Every time, Tori moped when it was time to put everything away - even when she knew it meant company. Especially when she knew it meant company. She just knew uncle Ra-Ra and aunty Ta-Ta and her best buddy Kael would love to see the latest production she’d come up with. Uncle Co-Nuh would probably have some way to make the sets even better.
Of course, those were the dimly-remembered days when there still were quarters to clean up. The days when the Lattice Alliance were still words fearfully whispered in the next room over while she and Kael played together, and not fully the living nightmare they’d become. The days before the first of her extended multi-species family started to disappear or die one-by-one.
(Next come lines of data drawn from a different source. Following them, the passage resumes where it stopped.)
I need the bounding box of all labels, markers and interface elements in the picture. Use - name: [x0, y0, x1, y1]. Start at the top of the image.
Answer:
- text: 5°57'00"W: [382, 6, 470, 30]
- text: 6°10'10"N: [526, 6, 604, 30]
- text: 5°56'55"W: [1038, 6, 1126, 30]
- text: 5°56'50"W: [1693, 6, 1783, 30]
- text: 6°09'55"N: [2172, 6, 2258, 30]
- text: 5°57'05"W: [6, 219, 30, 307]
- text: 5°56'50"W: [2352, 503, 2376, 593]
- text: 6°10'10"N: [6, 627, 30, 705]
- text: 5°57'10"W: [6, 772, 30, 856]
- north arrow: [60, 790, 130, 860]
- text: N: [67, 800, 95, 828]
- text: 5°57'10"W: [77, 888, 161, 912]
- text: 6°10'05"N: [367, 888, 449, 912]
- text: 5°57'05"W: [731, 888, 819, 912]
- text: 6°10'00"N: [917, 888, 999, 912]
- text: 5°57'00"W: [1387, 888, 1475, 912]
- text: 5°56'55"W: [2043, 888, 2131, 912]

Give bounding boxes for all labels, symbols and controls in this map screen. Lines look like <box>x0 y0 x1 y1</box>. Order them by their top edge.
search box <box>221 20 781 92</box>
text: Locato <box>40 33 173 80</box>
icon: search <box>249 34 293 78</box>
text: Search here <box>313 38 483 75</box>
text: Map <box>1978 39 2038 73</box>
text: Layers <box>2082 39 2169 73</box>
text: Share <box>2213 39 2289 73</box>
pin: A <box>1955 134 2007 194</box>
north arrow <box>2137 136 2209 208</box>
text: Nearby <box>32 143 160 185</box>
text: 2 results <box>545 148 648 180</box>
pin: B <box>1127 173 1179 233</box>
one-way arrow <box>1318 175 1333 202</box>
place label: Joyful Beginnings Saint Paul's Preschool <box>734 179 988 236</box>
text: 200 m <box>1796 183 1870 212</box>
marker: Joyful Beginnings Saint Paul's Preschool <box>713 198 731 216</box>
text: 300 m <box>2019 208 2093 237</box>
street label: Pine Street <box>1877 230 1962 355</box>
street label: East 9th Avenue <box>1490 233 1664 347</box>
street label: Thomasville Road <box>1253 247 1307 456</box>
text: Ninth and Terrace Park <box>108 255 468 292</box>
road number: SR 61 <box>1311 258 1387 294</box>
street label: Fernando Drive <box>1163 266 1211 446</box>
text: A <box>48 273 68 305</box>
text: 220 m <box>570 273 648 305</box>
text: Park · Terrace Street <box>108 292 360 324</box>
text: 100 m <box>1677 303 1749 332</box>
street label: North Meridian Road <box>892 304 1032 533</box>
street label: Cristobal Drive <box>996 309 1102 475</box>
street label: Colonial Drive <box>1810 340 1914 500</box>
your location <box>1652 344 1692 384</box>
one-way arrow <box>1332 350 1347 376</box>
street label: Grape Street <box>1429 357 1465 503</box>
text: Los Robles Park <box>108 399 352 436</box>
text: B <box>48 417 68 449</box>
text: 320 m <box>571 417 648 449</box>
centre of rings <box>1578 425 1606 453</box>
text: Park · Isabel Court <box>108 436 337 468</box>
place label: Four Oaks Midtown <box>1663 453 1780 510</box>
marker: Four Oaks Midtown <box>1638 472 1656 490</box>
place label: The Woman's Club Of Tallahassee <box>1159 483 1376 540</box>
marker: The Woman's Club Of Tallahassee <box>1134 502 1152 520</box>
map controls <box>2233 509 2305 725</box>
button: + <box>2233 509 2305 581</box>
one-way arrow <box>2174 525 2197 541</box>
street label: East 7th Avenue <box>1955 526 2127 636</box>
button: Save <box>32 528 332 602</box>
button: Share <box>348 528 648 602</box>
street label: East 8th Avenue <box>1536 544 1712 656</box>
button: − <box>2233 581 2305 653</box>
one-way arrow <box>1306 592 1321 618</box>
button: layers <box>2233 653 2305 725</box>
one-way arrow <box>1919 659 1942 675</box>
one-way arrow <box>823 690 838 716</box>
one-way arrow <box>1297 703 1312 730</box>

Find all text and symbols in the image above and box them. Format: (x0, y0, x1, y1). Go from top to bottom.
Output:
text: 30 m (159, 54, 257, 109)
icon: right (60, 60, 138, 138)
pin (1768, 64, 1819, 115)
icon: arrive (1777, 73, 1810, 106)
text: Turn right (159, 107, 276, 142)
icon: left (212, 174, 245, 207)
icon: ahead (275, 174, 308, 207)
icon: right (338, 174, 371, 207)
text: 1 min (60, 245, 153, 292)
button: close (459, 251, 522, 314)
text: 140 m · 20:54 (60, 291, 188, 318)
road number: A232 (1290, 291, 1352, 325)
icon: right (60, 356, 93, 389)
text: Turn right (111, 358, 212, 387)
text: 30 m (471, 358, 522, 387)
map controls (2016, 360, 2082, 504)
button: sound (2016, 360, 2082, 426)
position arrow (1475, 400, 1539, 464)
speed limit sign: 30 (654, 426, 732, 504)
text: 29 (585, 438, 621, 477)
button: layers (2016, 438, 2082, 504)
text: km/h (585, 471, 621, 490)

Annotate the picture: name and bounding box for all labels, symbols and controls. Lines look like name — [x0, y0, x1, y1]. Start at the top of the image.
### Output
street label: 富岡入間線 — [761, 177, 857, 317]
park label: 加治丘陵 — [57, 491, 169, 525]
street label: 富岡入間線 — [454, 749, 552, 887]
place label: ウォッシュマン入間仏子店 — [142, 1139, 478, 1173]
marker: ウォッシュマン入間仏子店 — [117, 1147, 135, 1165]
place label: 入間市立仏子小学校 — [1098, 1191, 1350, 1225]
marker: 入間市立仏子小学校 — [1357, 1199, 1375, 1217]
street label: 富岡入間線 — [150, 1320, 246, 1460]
This day, however, was almost perfectly remembered. Partly because it was time to clean up, and Tori didn’t understand why. She threw a fit, one that rose and grew out of all proportion just because the world didn’t make sense. She didn’t know why Ra-Ra couldn’t come over tonight like he usually did on many week-nights - mom tried explaining, but Tori didn’t understand the words she was using. Why did they have to clean up at all if he wasn’t coming? In the end, she expelled the rage by making her best impression of a Kaiju rampaging through her own blanket-and-pillow and cardboard construction projects, simply unable to come to terms with the unfair impingements of Sencha radiation on the edges of her young life.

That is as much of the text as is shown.